Some of it is common sense. Some of it may surprise you. Let’s get at it…
Facebook may not be a suitable place for every type of offer, and you are solely responsible for determining if Facebook is the appropriate forum for your offer. If you create an offer using Facebook’s offer creation tool, the following policies apply:
1. Don’t Break the Law
i. You are responsible for ensuring that your offer complies with these terms and all applicable laws, rules and regulations. Offers are subject to many regulations (such as alcohol discounts and offers marketed to minors) and if you are not certain that your offer complies with applicable law, consult with an expert.
What it Means: This seems obvious, but it’s a good reminder. You have Facebook Fans of all ages, located all over the world (or you might). I’m no lawyer, but that sounds like a potential problem. For local businesses, that may mean simply making sure that you add something in your Terms and Conditions about eligibility based on age and location.
Personally, I’d stick to rather innocent products for your Offers. But you may want to consult an attorney (or a friend who is an attorney) the first time you create an Offer, just in case.
2. Disclose Restrictions
ii. If there are any restrictions on your offer (such as expiration date or limitations on redemption), you must disclose those restrictions to users in the terms and conditions section of the offer.
What it Means: If this Offer is only good through the end of the month, you need to say that. If only certain people are eligible, you need to say that. If there is a limit of one per person, you need to say that.
Spell it out as much as possible. This isn’t just to protect your company legally, but it’s good business to make whatever you are offering clear to the consumer.
3. You Are Responsible for Fraud
iii. You are solely responsible for improper redemption, fraud or other issues that arise from the distribution and/or redemption of your offer.
What it Means: This is basically Facebook just saying “It wasn’t me!” Don’t create a fraudulent Offer. But more importantly to brands, it’s your responsibility to monitor whether or not a redemption is fraudulent.
4. Communicate With Merchants
iv. If your offer may be redeemed at a merchant not operated by you, it is your sole responsibility to communicate with the participating merchant.

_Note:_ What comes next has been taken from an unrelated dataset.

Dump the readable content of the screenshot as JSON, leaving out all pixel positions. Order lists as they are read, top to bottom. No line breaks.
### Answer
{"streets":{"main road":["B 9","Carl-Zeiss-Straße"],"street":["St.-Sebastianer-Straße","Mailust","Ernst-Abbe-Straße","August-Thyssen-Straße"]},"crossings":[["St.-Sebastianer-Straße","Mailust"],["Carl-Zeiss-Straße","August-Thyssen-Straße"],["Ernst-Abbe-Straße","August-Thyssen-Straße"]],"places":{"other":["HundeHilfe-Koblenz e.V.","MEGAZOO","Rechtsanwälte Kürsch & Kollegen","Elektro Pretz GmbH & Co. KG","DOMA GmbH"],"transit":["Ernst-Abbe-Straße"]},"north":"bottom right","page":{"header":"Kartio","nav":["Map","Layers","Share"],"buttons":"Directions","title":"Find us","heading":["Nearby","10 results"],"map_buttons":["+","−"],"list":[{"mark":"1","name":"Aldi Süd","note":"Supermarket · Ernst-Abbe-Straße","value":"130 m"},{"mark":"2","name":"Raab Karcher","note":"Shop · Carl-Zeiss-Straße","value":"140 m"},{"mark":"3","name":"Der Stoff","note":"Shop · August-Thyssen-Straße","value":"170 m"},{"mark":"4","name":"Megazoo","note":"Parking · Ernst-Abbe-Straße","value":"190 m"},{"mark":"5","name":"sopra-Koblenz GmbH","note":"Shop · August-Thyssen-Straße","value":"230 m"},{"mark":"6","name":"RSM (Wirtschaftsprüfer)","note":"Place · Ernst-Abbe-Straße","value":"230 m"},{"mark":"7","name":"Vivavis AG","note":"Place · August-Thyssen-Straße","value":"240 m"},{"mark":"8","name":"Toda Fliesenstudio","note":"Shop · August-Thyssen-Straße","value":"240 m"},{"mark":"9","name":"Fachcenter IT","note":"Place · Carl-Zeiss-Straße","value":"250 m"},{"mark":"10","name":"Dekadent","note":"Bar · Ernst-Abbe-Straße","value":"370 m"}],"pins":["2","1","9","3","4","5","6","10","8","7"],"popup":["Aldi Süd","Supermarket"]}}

What it Means: Common sense here. If your Offer is for an iPad that has to be redeemed at a partner’s store, you should probably communicate with that partner and let them know about it.
5. No Gift Cards
v. You must not use Facebook’s offer creator to offer the equivalent of a gift card, gift certificate or stored value card.
What it Means: Now this is likely news to you (it was to me). You can’t promote an Offer as if it’s a Gift Certificate or Gift Card. For example, you can’t create an Offer that is for $50 off on anything in the store. It can’t be used in place of cash.